Only 0.2per cent of Singaporeans default on credit card debt!
And here’s the good news: Credit card users are, in the main, among the best in the world had using their credit cards and avoiding debt.
According to figures released in October, credit card default rates are at a staggeringly low 0.2 per cent. Finance Minister Tharman Shanmugaratnam, in a written answer in parliament, went on to elaborate that these levels do not significantly change across all age groups, dispelling the myth that young people are finding it easy to fall into debt.
Breaking down the figures, the minister said that this less than 0.2 per cent actually amounted to just 250 people seeking help for the monetary woes in the first half of the year.
Mr Tharman’s figures come just as Singapore’s central bank tightens the rules on personal finance in order to prevent people from borrowing beyond their means, something the government want to see reduced in a bid to reduce the risk of a local debt crisis.
We’re certain that these low rates are partially cultural – we’ve got responsibility running through our national DNA – and partially because of the relative financial stability we have while the rest of the world goes crazy for debt, collapsing under the weight of money owed. Sure, we have tight financial regulations in Singapore, but we have them for a reason, and they are clearly paying off when it comes to personal finance.
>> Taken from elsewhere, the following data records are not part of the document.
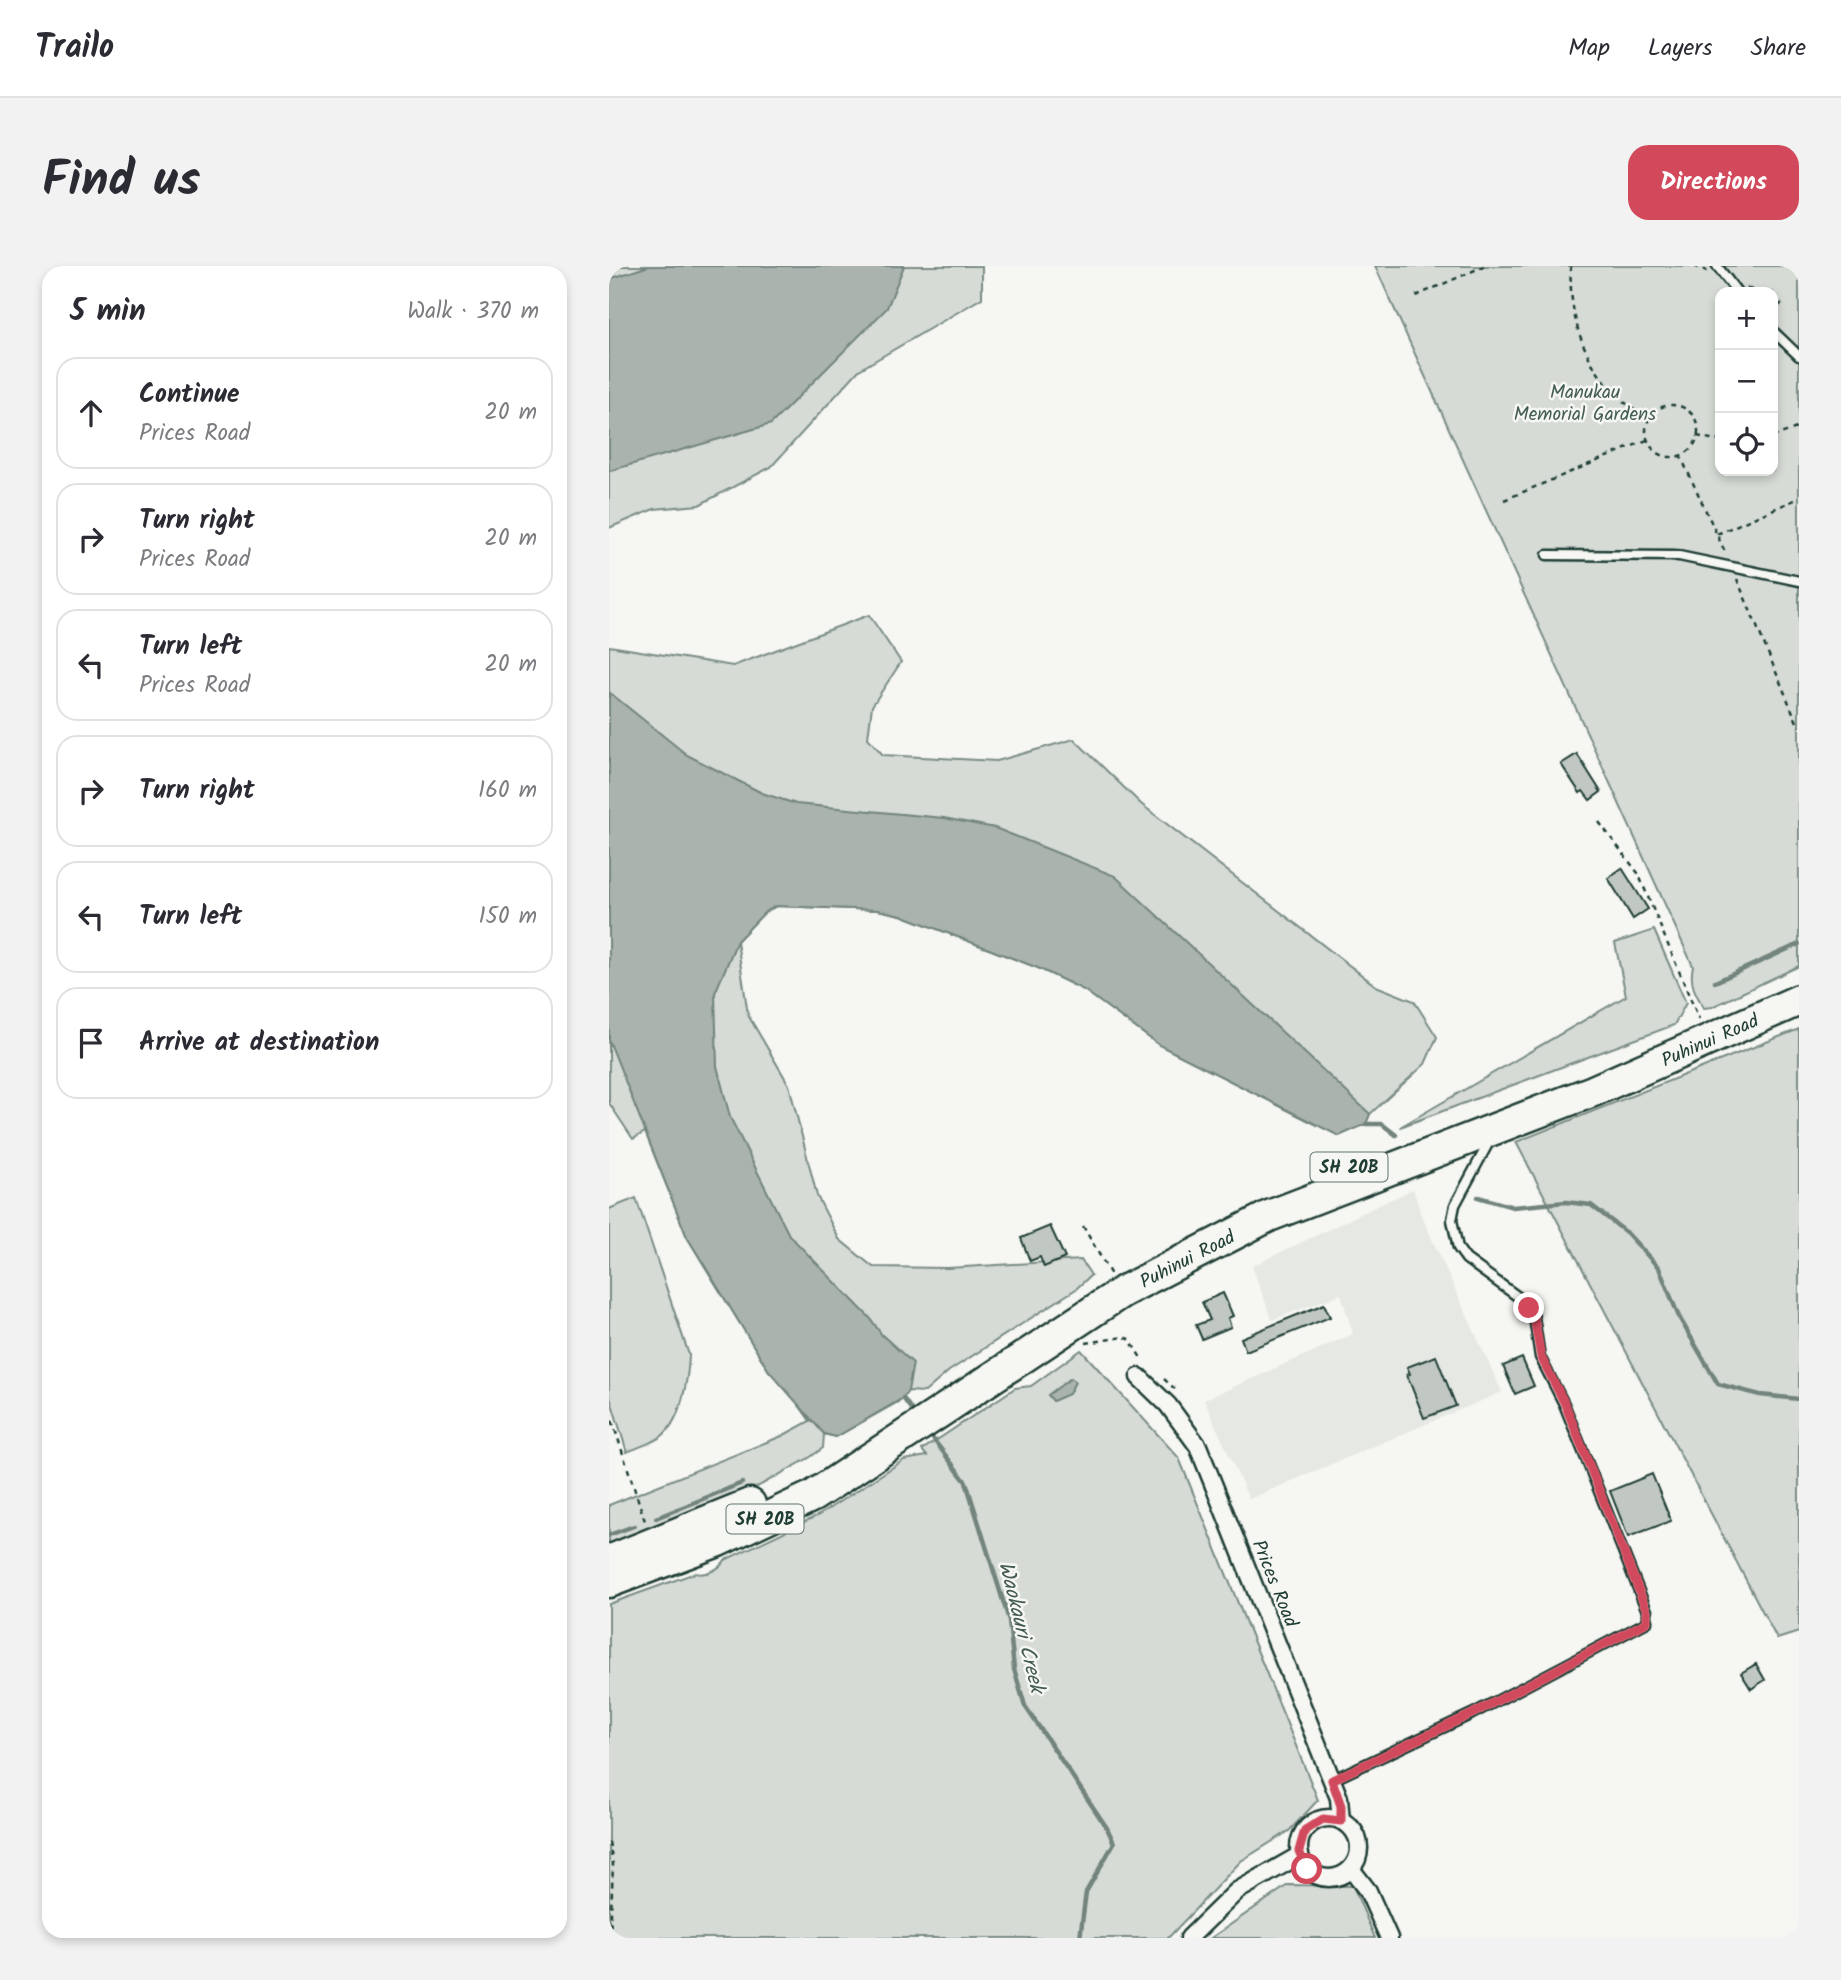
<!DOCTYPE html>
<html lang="en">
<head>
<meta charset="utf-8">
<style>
  :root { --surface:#fff; --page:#f2f2f3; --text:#2b2b33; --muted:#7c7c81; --line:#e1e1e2; --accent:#d1495b }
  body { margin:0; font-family:Kalam,sans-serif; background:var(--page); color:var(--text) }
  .controls { position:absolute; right:21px; top:21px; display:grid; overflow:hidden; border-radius:14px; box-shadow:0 4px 10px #0003 }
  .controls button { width:63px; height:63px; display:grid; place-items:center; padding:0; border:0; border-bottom:2px solid var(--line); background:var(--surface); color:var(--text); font:35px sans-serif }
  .stop { position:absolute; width:21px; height:21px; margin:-16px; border:5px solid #d1495b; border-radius:50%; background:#fff }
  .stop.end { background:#d1495b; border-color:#fff; box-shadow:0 2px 7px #0008 }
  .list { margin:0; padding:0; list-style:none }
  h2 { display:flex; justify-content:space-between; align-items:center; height:91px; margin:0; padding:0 28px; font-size:30px }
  h2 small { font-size:23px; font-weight:400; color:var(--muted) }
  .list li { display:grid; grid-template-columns:46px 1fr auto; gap:21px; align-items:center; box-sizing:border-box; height:112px; margin:0 14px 14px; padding:0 14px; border:2px solid var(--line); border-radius:21px }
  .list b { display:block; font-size:26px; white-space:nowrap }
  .list p { margin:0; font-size:23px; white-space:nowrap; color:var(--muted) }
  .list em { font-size:23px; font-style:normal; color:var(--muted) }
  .icon { flex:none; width:38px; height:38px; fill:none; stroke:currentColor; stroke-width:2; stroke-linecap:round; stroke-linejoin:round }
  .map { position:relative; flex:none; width:1190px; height:1672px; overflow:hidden; border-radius:21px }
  header { display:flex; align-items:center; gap:42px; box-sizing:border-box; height:98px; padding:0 35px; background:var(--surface); border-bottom:2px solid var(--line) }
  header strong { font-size:33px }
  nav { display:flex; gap:38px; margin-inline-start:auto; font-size:24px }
  .intro { display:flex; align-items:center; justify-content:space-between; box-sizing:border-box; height:168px; padding:0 42px }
  h1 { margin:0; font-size:49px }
  .button { padding:18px 32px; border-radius:21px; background:var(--accent); color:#fff; font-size:24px; font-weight:700 }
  main { display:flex; gap:42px; padding:0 42px }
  aside { flex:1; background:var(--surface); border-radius:21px; box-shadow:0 4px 10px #0003 }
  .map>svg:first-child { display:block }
</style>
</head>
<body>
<header>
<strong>Trailo</strong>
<nav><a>Map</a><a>Layers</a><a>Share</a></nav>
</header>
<div class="intro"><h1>Find us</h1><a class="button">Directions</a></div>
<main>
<aside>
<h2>5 min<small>Walk · 370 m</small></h2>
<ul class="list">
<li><svg class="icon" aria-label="ahead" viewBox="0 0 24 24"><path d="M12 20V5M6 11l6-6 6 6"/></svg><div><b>Continue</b><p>Prices Road</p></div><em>20 m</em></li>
<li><svg class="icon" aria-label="right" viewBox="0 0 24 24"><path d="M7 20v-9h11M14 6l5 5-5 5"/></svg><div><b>Turn right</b><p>Prices Road</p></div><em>20 m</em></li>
<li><svg class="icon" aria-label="left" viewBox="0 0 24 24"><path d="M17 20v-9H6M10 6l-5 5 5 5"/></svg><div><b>Turn left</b><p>Prices Road</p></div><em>20 m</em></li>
<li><svg class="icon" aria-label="right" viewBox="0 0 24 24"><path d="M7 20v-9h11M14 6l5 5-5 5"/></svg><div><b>Turn right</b></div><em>160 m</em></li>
<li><svg class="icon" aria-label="left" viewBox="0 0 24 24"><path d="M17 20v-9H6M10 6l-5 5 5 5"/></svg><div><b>Turn left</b></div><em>150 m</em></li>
<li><svg class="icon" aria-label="arrive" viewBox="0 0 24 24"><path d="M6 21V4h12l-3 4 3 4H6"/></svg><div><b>Arrive at destination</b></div></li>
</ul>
</aside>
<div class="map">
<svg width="1190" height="1672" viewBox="0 0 1190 1672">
  <rect width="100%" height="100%" fill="#f6f6f2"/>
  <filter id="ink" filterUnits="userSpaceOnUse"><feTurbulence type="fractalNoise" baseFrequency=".0143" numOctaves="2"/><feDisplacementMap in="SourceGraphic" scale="14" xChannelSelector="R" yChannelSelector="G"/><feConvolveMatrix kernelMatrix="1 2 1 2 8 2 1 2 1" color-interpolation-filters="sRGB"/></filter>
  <g filter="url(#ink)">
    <!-- built -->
    <polygon fill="#e6e8e4" points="804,923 812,949 893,1126 640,1233 595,1134 744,1068 732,1028 663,1054 643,1000"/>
    <!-- green -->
    <g fill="#d6dbd6" stroke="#7a8c85" stroke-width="2" fill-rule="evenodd">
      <polygon points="0,0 373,0 373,32 250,104 162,201 90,239 45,243 0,262"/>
      <path d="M766,0H1190V700L1103,741L1095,742C1086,727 1080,717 1084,700ZM1111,26H1164V205H1111Z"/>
      <polygon points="260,349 292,396 263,440 259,472 274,489 388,495 465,473 532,538 767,720 805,735 828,771 816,798 761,848 757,858 730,870 550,779 475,724 429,702 292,649 269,644 167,640 156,646 128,675 139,749 180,819 208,930 230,973 264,1001 339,1002 472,994 482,1009 467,1023 340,1105 316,1126 299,1125 289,1136 227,1171 215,1168 214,1182 200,1192 98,1249 0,1279 0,1239 173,1170 201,1155 178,1122 160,1105 78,971 36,866 24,873 0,837 0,380 124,400"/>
      <polygon points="1045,664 1077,737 1065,759 791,861 1017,730 1006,677"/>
      <polygon points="1190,763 1190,1366 1168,1373 907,876"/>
      <path d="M27,932L80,1089C79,1113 73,1153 53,1170C44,1177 29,1181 18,1186L0,1128V943Z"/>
      <path d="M472,1084L570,1192L709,1534L680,1565L632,1595L559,1672H0V1338L86,1307C97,1310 111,1303 116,1294L210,1249L295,1194L318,1190L313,1184L406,1122L422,1120Z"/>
      <polygon points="679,1619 744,1620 766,1672 602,1672"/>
    </g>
    <!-- water -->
    <g fill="#aab3ae" stroke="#72847d" stroke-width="2">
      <polygon points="40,0 295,0 278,42 162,158 0,205 0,13"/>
      <polygon points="0,426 78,489 153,527 187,538 335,552 386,562 506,610 761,848 757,858 730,870 550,779 475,724 429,702 292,649 269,644 167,640 156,646 128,675 106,727 108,800 121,851 180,969 261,1052 273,1069 304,1097 299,1125 294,1132 227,1171 215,1168 160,1105 78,971 0,774"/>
      <polygon points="462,1112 466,1116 460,1128 444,1135 439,1129"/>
    </g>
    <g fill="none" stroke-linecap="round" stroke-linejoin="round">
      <!-- stream -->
      <g stroke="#72847d" stroke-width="4.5">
        <polyline points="1106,716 1190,678"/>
        <polyline points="757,858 773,858 787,869"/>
        <polyline points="869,931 904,941 957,936 982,939 1018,967 1050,1002 1070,1051 1109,1118 1151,1129 1190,1133"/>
        <polyline points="294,1132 307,1150"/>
        <polyline points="318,1165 357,1216 400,1354 405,1403 416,1440 498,1562 505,1577 477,1626 471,1672"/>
        <polyline points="47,1252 133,1217"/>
        <polyline points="0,1269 25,1260"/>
      </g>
    </g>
    <!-- building -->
    <g fill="#c1c8c3" stroke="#1f3d34" stroke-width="2">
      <polygon points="968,488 992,526 981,534 974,525 971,527 952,498"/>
      <polygon points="1013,602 1039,643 1024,653 999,612"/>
      <polygon points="441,960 456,992 435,1001 431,991 421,995 412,972"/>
      <polygon points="614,1027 624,1050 619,1052 622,1061 593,1073 587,1059 601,1054 593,1036"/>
      <polygon points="715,1038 721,1051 637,1085 632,1072"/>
      <polygon points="827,1090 847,1140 815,1152 798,1109 801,1108 798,1101"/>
      <polygon points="913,1092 925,1120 906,1128 894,1100"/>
      <polygon points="1043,1208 1062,1255 1019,1271 1001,1225"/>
      <polygon points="1147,1398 1156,1414 1142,1423 1132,1407"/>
    </g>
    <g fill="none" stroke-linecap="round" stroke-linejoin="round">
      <!-- lane casing -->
      <g stroke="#1f3d34" stroke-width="13">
        <g id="lane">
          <polyline points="1108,0 1128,26"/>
          <polyline points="1164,65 1190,90"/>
          <polyline points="938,289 1070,290 1190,315"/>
          <polyline points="723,1514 863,1448 1038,1356 1038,1345 955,1138 931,1091 925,1051 912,1033 857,993 849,982 843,954 846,939 880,876"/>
        </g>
      </g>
      <!-- street casing -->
      <g stroke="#1f3d34" stroke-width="21">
        <g id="street">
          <polyline points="530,1111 559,1139 589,1180 730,1532 732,1555"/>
          <circle cx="720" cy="1582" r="30"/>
          <polyline points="742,1603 759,1625 780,1672"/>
          <polyline points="580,1672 628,1625 691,1589"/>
        </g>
      </g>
      <!-- highway casing -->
      <g stroke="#1f3d34" stroke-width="35">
        <g id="highway">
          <polyline points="0,1295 141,1238"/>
          <path id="s1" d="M0,1316L109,1275L204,1230L513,1026L660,950L984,825L1190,734"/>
        </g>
      </g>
      <!-- path -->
      <g stroke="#1f3d34" stroke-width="2.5" stroke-dasharray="5 5" stroke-linecap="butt">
        <path d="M962,0C958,59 984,125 1040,152"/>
        <polyline points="1085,0 1098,5"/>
        <polyline points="1138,22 1148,26"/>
        <polyline points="807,30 875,0"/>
        <polyline points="1164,33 1173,37 1164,45"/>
        <circle cx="1063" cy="165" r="26"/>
        <polyline points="1088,170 1111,175"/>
        <polyline points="1164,171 1190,161"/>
        <polyline points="1071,189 1117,288"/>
        <polyline points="895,234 1038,174"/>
        <polyline points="1108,268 1190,232"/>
        <polyline points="1128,313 1190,461"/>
        <polyline points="990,556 1029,607 1090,753"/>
        <polyline points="474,960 502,1009"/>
        <polyline points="477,1077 515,1071 520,1073 534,1095"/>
        <polyline points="555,1113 568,1125"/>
        <polyline points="0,1145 37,1258"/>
        <polyline points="0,1576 4,1598 1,1672"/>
      </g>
      <!-- lane -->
      <use href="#lane" stroke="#f6f6f2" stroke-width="8"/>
      <!-- street -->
      <use href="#street" stroke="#f6f6f2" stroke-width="16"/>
      <!-- highway -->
      <use href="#highway" stroke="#f6f6f2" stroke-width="30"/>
    </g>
  </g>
  <g fill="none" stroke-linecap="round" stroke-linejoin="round" filter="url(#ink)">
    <!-- route -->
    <polyline stroke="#d1495b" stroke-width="9" points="698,1603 690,1585 696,1564 714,1553 732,1555 732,1540 723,1514 863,1448 1038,1356 1038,1345 956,1138 932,1091 925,1051 920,1042"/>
  </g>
  <g text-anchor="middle" stroke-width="5" stroke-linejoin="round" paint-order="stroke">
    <!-- shield labels -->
    <g fill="#f6f6f2" stroke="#60746d" stroke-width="2">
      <rect x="701.5" y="886.5" width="77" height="29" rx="5"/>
      <rect x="117.5" y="1238.5" width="77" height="29" rx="5"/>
    </g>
    <g font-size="18" font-weight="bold" fill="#1f3d34">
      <text x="740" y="907">SH 20B</text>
      <text x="156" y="1259">SH 20B</text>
    </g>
    <!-- park labels -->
    <g font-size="19" fill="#445d54" stroke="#f6f6f2">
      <text x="976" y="132">Manukau<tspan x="976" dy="22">Memorial Gardens</tspan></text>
    </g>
    <!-- street labels -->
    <g font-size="19" fill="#1f3d34" stroke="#f6f6f2">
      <text dy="7" stroke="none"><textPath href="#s1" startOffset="1232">Puhinui Road</textPath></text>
      <text dy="7" stroke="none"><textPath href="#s1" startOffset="665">Puhinui Road</textPath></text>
      <text transform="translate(667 1317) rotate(68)" y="7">Prices Road</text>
    </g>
    <!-- water labels -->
    <g font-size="21" font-style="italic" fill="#425a52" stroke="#f6f6f2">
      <text transform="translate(413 1361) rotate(76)" y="7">Waokauri Creek</text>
    </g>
  </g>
</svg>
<div class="controls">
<button>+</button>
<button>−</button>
<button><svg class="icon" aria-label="locate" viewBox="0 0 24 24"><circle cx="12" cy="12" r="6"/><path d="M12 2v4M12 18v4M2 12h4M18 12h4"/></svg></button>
</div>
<div class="stop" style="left:698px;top:1603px"></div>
<div class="stop end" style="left:920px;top:1042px"></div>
</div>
</main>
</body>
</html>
However, to make sure that Singaporeans only resort to responsible lending, new rules on credit cards and personal loans due to arrive next June mean that borrowers will not be allowed debts greater than their annual income. This closes a loophole where a customer can switch banks knowing that the new institution does not konw the level of debt they have elsewhere.
While these rules are necessary to prevent a small minority getting into debt beyond their means, it is comforting to know that this will have virtually no effect on the 99.8 per cent of Singapore citizens who manage their financial affairs responsibly.